Desenvolver novos tipos de lúpulo, feitos sob medida para o gosto dos novos consumidores, é um caminho que deu certo nos Estados Unidos. Por lá, as cervejas especiais e a plantação de lúpulo cresceram concomitantemente. Hoje, os Estados Unidos produzem cerca de 40% do lúpulo no mundo e as cervejas americanas do estilo India Pale Ale rivalizam em qualidade com as tradicionais britânicas, usando só ingredientes locais. Na verdade, os americanos criaram uma nova escola cervejeira, com bebidas mais amargas que as europeias.

No Brasil, apesar de o lúpulo nacional ser um caminho para firmar uma escola brasileira de cerveja, não é a única saída. Já existem mais de 250 cervejarias no Brasil, a maior parte delas em busca de uma bebida que tenha a nossa cara. Frutas como umbu, jabuticaba, cambuci e bacuri, além de rapadura e pimenta, começaram a fazer parte das receitas. Isso já nos diferencia muito da escola alemã, por exemplo, onde reina a Lei da Pureza, que permite apenas cervejas feitas com água, malte e lúpulo. A lei, batizada de Reinheitsgebot, completou 500 anos essa semana. Deixa os alemães muito orgulhosos do produto que fazem no país, mas gera polêmica com alguns cervejeiros artesanais, que acreditam que a limitação impede que a Alemanha avance em inovação.
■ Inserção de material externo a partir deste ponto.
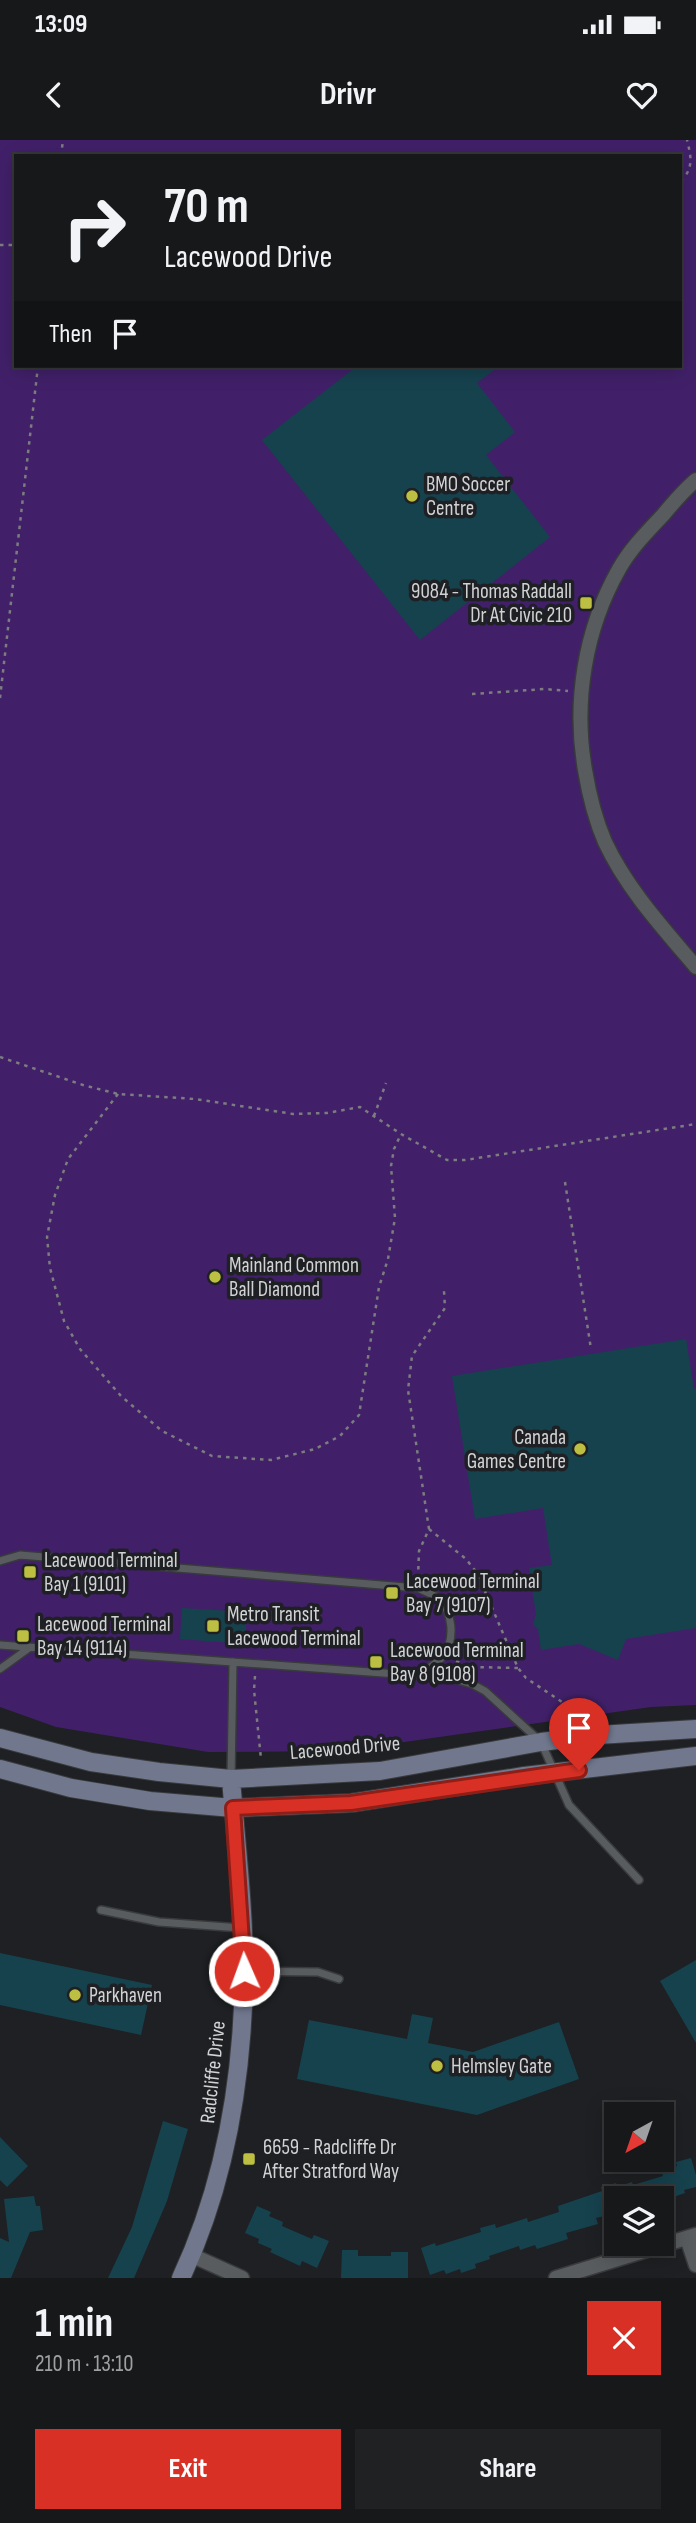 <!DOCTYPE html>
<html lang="en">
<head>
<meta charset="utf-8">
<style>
  :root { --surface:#16181a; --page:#1f2123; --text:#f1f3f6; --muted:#9ea0a2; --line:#353739; --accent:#d93025 }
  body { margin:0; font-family:"Sofia Sans Condensed",sans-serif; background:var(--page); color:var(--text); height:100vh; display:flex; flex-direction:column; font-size:26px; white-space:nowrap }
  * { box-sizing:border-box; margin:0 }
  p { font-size:23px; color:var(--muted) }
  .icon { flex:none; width:38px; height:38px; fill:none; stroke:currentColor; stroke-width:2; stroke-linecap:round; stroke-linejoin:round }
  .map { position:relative; height:2138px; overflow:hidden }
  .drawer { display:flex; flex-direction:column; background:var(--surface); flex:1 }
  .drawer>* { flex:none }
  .hud { position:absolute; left:14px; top:14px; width:668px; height:214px; border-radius:0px; box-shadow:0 4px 18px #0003,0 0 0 2px var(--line); background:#16181a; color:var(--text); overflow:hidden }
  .needle { width:46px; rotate:220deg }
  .fabs { position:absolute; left:604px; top:1962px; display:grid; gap:14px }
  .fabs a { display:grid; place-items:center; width:70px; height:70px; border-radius:0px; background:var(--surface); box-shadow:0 4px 18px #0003,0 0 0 2px var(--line); font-size:35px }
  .pin { position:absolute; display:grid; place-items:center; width:60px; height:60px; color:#fff; margin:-72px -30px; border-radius:50% 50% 50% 0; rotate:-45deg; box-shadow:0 0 7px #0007 }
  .pin .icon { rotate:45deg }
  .me { position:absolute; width:77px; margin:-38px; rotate:358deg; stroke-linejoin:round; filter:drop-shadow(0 0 5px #0008) }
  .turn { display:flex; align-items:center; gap:24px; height:147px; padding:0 35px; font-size:32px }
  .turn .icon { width:91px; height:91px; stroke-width:2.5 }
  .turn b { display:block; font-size:49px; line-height:60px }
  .then { display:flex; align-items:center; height:66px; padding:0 35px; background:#0003; gap:14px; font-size:26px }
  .round { display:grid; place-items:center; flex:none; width:74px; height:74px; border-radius:0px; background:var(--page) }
  .headline { display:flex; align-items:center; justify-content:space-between; height:119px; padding:0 35px }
  h1 { font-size:42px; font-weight:700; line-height:52px }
  .cta { display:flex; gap:14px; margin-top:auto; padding:14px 35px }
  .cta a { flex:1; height:80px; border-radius:0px; background:var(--accent); color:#fff; font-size:28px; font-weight:700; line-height:80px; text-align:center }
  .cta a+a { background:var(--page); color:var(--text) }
  .status { display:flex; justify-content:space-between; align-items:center; height:49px; padding:0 35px; background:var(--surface); direction:ltr }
  .status svg { height:19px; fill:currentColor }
  header { display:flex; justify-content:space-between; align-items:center; height:91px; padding:0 35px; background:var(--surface); font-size:32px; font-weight:700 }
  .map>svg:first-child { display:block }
  .green { fill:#412069; fill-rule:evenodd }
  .building { fill:#16424e }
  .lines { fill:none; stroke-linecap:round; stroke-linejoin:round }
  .lane-casing { stroke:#383a3c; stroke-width:10 }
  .street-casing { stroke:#383a3c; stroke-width:17 }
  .secondary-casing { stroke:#383a3c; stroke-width:20 }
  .path { stroke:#7b7d7f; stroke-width:2.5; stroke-dasharray:3.5 5; stroke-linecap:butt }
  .lane { stroke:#595c5f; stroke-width:7 }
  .street { stroke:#595c5f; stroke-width:14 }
  .secondary { stroke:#71788e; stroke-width:18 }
  .route-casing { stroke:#8d1f18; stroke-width:18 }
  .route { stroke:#d93025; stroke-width:12 }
  .poi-dot { fill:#bdbf43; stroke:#1e2023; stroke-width:2.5 }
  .labels { text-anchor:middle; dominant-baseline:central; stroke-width:7; stroke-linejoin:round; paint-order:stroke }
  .poi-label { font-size:21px; fill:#d1d2d4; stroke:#1e2023; text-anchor:start }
  .street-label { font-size:21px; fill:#d1d2d4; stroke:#1e2023 }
</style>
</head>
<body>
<div class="status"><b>13:09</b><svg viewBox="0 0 49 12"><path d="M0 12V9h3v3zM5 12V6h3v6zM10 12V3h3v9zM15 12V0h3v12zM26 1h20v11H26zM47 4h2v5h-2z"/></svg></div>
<header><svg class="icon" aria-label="back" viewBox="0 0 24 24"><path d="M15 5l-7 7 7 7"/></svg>Drivr<svg class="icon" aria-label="heart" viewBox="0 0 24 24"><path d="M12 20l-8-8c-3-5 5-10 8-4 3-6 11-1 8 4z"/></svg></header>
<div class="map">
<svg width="696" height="2138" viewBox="0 0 696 2138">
  <rect width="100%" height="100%" fill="#1e2023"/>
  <path class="green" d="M0 0H696V1565L651 1567 341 1611 208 1612 56 1587 0 1567ZM16 16H681V226H16Z"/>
  <path class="building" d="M357 226H499L477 243 515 292 486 315 550 397 420 500 262 300Z
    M686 1199 694 1249 696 1248V1488L626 1499 618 1520 579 1504 541 1510 538 1489 533 1485 536 1474 529 1428 552 1425 543 1368 475 1379 452 1236Z
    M182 1468 247 1472 245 1504 180 1499Z
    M0 1813 152 1845 141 1895 0 1865Z
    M696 1820V1903L660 1841Z
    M412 1874 433 1878 428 1903 473 1912 559 1882 579 1939 477 1975 297 1939 309 1880 407 1899Z
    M163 1981 188 1989 167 2061 134 2138H108L132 2087Z
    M0 1997 28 2026 7 2047 0 2040Z
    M691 2018 696 2035V2047L684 2050 685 2053 662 2061V2058H616V2086H613L609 2075 596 2078 598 2084 566 2093 568 2099 537 2109 535 2105 520 2110 519 2106 489 2116 490 2119 475 2124 476 2128 461 2133 460 2129 446 2134 444 2130 430 2135 421 2108 435 2103 436 2106 481 2092 480 2088 495 2084 496 2088 527 2078 528 2082 559 2072 558 2066 602 2051 601 2047 616 2043 617 2047 632 2042 633 2045 663 2036 661 2030 677 2026 676 2022Z
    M34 2056 36 2066H40L43 2090 30 2092 11 2138H0V2098L9 2102 4 2059Z
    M257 2066 271 2072 269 2076 283 2082 282 2086 312 2099 314 2095 329 2101 317 2128 302 2121 300 2126 270 2112 272 2109 258 2103 259 2099 245 2093Z
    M342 2110H358V2116H391V2112H408V2138H341Z"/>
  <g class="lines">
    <defs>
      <path id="lane" d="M0 1421 20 1415 418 1448C424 1451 433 1454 438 1458 453 1472 455 1498 444 1515 437 1524 427 1529 418 1535
        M0 1505 451 1538 472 1544 485 1551 541 1602 569 1665 639 1740
        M0 1529 29 1508
        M231 1638 233 1522
        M101 1770 159 1782 241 1788
        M244 1831 318 1832 339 1839"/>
      <path id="street" d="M696 340C684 350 673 363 663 375 647 392 631 408 619 429 585 489 573 562 585 630 589 654 595 679 605 702 627 749 663 788 696 827
        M687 2098 696 2125
        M191 2115 242 2138
        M556 2138 696 2095"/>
      <path id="secondary" d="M0 1598 91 1622 159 1632 231 1639 380 1631 541 1602 598 1595 696 1589
        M0 1629 71 1648 150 1661 233 1668 351 1663 524 1636 696 1616
        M181 2138C226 2042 243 1937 244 1831 244 1767 236 1702 231 1639"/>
    </defs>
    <use href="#lane" class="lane-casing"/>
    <use href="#street" class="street-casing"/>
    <use href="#secondary" class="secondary-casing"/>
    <path class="path" d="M61 16 63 0
      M681 41C694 28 691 16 687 0
      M0 105H14
      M472 554 544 549 568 551
      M0 558 38 226
      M0 917 83 945 118 954 195 959 293 974 327 973 360 967 401 994 447 1020H465L696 984
      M118 954 68 1019 55 1055 47 1097 50 1128 64 1181 80 1209 121 1256 162 1291 212 1316 271 1320 315 1309 340 1296 359 1275 379 1147 388 1119 395 1078 391 1026 394 1009 401 994
      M374 976 386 943
      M565 1042 591 1209
      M429 1389 466 1419 477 1433 518 1528 526 1538 586 1578
      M418 1438 419 1411 429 1389 408 1250 412 1216 445 1168 444 1151
      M429 1504 435 1508
      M456 1521 472 1527 518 1528
      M255 1536 254 1550 261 1619"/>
    <use href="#lane" class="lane"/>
    <use href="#street" class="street"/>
    <use href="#secondary" class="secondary"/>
  </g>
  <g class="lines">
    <defs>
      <path id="route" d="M244 1831 233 1668 351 1663 579 1630"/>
    </defs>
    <use href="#route" class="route-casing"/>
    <use href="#route" class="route"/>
  </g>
  <g class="poi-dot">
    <circle cx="412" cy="356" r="7"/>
    <rect x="579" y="456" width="14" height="14" rx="3.5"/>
    <circle cx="215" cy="1137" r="7"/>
    <circle cx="580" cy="1309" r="7"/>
    <rect x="23" y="1425" width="14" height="14" rx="3.5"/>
    <rect x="385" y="1446" width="14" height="14" rx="3.5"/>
    <rect x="206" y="1479" width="14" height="14" rx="3.5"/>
    <rect x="16" y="1489" width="14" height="14" rx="3.5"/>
    <rect x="369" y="1515" width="14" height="14" rx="3.5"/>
    <circle cx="75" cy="1855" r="7"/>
    <circle cx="437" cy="1926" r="7"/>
    <rect x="242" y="2012" width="14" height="14" rx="3.5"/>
  </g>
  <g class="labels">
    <g class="poi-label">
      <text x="426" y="344">BMO Soccer<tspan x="426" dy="24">Centre</tspan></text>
      <text x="572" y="451" text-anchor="end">9084 - Thomas Raddall<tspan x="572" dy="24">Dr At Civic 210</tspan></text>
      <text x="229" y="1125">Mainland Common<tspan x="229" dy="24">Ball Diamond</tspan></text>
      <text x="566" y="1297" text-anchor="end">Canada<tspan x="566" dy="24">Games Centre</tspan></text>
      <text x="44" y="1420">Lacewood Terminal<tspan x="44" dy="24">Bay 1 (9101)</tspan></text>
      <text x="406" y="1441">Lacewood Terminal<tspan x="406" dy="24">Bay 7 (9107)</tspan></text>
      <text x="227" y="1474">Metro Transit<tspan x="227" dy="24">Lacewood Terminal</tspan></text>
      <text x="37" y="1484">Lacewood Terminal<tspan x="37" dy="24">Bay 14 (9114)</tspan></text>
      <text x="390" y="1510">Lacewood Terminal<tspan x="390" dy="24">Bay 8 (9108)</tspan></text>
      <text x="89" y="1855">Parkhaven</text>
      <text x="451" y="1926">Helmsley Gate</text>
      <text x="263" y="2007">6659 - Radcliffe Dr<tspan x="263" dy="24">After Stratford Way</tspan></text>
    </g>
    <g class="street-label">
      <text transform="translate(345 1608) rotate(-5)">Lacewood Drive</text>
      <text transform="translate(213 1932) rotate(-84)">Radcliffe Drive</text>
    </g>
  </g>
</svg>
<div class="fabs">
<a><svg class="needle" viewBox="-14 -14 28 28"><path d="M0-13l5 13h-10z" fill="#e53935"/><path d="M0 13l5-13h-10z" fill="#9ea0a2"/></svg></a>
<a><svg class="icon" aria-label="layers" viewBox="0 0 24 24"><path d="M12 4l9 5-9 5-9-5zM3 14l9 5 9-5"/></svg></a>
</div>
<div class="pin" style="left:579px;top:1630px;background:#d93025"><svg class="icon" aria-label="arrive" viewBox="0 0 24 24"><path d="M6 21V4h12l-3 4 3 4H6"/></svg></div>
<svg class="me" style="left:244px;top:1831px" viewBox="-20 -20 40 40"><circle r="17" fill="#d93025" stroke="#fff" stroke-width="3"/><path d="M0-11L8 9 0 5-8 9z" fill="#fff"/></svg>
<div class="hud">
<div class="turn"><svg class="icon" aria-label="right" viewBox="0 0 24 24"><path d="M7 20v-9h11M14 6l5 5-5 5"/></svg><div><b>70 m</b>Lacewood Drive</div></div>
<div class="then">Then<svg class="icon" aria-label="arrive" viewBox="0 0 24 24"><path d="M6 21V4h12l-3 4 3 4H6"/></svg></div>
</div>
</div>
<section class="drawer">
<div class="headline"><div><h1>1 min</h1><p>210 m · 13:10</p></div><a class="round" style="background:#d93025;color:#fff"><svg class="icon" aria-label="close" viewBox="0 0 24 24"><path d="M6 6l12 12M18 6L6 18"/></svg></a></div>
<div class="cta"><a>Exit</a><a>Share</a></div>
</section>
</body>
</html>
“Acredito que o caminho para a cerveja brasileira – e para qualquer outra cerveja do mundo – é apostar nos ingredientes locais e nas características únicas de cada lugar”, afirma David Michelsohn, dono da Cervejaria Júpiter e da Choperia São Paulo, que só vende as cervejas produzidas no estado de São Paulo. “No exterior, as cervejas brasileiras fermentadas em barris de amburana, como a cachaça, despertam muita curiosidade”, diz. A cervejaria paranaense Way Beer e a mineira Backer, comprada recentemente pela Ambev, já se arriscaram nessa técnica de maturação. Fundar uma escola de cerveja demanda tempo e entendimento do jeito brasileiro de fazer e beber as cervejas locais. A escala deve ajudar também a derrubar o preço. Uma garrafa da Baden Baden 15 anos, feita com lúpulo de Campos do Jordão, custa perto dos 28 reais.